**WORK INSTRUCTION:**
Copy out the records below exactly as they appear.

Items from a dataset:

-- -- --

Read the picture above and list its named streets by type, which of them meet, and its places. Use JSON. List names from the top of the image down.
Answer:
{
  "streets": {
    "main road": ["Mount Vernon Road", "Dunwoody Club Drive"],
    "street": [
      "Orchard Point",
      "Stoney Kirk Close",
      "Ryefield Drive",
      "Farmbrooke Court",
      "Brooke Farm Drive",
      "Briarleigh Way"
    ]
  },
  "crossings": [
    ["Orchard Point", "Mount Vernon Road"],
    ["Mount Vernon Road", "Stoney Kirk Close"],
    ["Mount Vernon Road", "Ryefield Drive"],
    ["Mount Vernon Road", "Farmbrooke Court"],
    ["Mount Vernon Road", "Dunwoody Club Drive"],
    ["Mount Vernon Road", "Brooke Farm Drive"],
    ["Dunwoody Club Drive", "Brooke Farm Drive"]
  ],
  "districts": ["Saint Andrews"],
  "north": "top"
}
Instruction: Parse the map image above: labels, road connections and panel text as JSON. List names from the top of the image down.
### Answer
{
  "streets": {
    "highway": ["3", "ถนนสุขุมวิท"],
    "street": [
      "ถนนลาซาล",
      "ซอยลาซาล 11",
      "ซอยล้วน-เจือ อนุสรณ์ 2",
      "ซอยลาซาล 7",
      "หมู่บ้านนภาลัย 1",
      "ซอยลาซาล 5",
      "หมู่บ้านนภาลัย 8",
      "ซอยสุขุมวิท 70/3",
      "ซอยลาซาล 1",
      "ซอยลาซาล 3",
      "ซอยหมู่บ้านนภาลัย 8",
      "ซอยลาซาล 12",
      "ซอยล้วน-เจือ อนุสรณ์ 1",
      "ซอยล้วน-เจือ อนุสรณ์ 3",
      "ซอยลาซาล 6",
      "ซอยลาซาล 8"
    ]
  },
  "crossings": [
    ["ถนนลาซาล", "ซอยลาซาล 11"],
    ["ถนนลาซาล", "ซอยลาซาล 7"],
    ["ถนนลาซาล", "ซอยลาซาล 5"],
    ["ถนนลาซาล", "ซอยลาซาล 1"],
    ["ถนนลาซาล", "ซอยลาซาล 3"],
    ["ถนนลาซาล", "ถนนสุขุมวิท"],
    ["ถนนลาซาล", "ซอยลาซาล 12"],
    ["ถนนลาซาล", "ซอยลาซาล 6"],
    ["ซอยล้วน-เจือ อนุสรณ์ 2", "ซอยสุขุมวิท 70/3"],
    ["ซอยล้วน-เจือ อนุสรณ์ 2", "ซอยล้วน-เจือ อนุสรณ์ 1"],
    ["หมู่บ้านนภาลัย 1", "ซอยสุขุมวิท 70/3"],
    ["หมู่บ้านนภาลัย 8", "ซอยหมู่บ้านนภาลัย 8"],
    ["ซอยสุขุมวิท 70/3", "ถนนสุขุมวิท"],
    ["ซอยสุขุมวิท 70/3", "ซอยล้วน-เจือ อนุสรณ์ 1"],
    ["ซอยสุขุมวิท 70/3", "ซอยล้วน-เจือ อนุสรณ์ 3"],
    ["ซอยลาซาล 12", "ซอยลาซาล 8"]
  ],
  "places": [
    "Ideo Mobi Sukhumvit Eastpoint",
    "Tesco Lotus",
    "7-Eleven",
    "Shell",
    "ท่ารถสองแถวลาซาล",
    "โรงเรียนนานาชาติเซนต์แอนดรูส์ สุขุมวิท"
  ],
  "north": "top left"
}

-- -- --

**FINISHED EXERCISE:**
Read the picture above and list its named streets by type, which of them meet, and its places. Use JSON. List names from the top of the image down.
Answer:
{
  "streets": {
    "main road": ["Mount Vernon Road", "Dunwoody Club Drive"],
    "street": [
      "Orchard Point",
      "Stoney Kirk Close",
      "Ryefield Drive",
      "Farmbrooke Court",
      "Brooke Farm Drive",
      "Briarleigh Way"
    ]
  },
  "crossings": [
    ["Orchard Point", "Mount Vernon Road"],
    ["Mount Vernon Road", "Stoney Kirk Close"],
    ["Mount Vernon Road", "Ryefield Drive"],
    ["Mount Vernon Road", "Farmbrooke Court"],
    ["Mount Vernon Road", "Dunwoody Club Drive"],
    ["Mount Vernon Road", "Brooke Farm Drive"],
    ["Dunwoody Club Drive", "Brooke Farm Drive"]
  ],
  "districts": ["Saint Andrews"],
  "north": "top"
}
Instruction: Parse the map image above: labels, road connections and panel text as JSON. List names from the top of the image down.
### Answer
{
  "streets": {
    "highway": ["3", "ถนนสุขุมวิท"],
    "street": [
      "ถนนลาซาล",
      "ซอยลาซาล 11",
      "ซอยล้วน-เจือ อนุสรณ์ 2",
      "ซอยลาซาล 7",
      "หมู่บ้านนภาลัย 1",
      "ซอยลาซาล 5",
      "หมู่บ้านนภาลัย 8",
      "ซอยสุขุมวิท 70/3",
      "ซอยลาซาล 1",
      "ซอยลาซาล 3",
      "ซอยหมู่บ้านนภาลัย 8",
      "ซอยลาซาล 12",
      "ซอยล้วน-เจือ อนุสรณ์ 1",
      "ซอยล้วน-เจือ อนุสรณ์ 3",
      "ซอยลาซาล 6",
      "ซอยลาซาล 8"
    ]
  },
  "crossings": [
    ["ถนนลาซาล", "ซอยลาซาล 11"],
    ["ถนนลาซาล", "ซอยลาซาล 7"],
    ["ถนนลาซาล", "ซอยลาซาล 5"],
    ["ถนนลาซาล", "ซอยลาซาล 1"],
    ["ถนนลาซาล", "ซอยลาซาล 3"],
    ["ถนนลาซาล", "ถนนสุขุมวิท"],
    ["ถนนลาซาล", "ซอยลาซาล 12"],
    ["ถนนลาซาล", "ซอยลาซาล 6"],
    ["ซอยล้วน-เจือ อนุสรณ์ 2", "ซอยสุขุมวิท 70/3"],
    ["ซอยล้วน-เจือ อนุสรณ์ 2", "ซอยล้วน-เจือ อนุสรณ์ 1"],
    ["หมู่บ้านนภาลัย 1", "ซอยสุขุมวิท 70/3"],
    ["หมู่บ้านนภาลัย 8", "ซอยหมู่บ้านนภาลัย 8"],
    ["ซอยสุขุมวิท 70/3", "ถนนสุขุมวิท"],
    ["ซอยสุขุมวิท 70/3", "ซอยล้วน-เจือ อนุสรณ์ 1"],
    ["ซอยสุขุมวิท 70/3", "ซอยล้วน-เจือ อนุสรณ์ 3"],
    ["ซอยลาซาล 12", "ซอยลาซาล 8"]
  ],
  "places": [
    "Ideo Mobi Sukhumvit Eastpoint",
    "Tesco Lotus",
    "7-Eleven",
    "Shell",
    "ท่ารถสองแถวลาซาล",
    "โรงเรียนนานาชาติเซนต์แอนดรูส์ สุขุมวิท"
  ],
  "north": "top left"
}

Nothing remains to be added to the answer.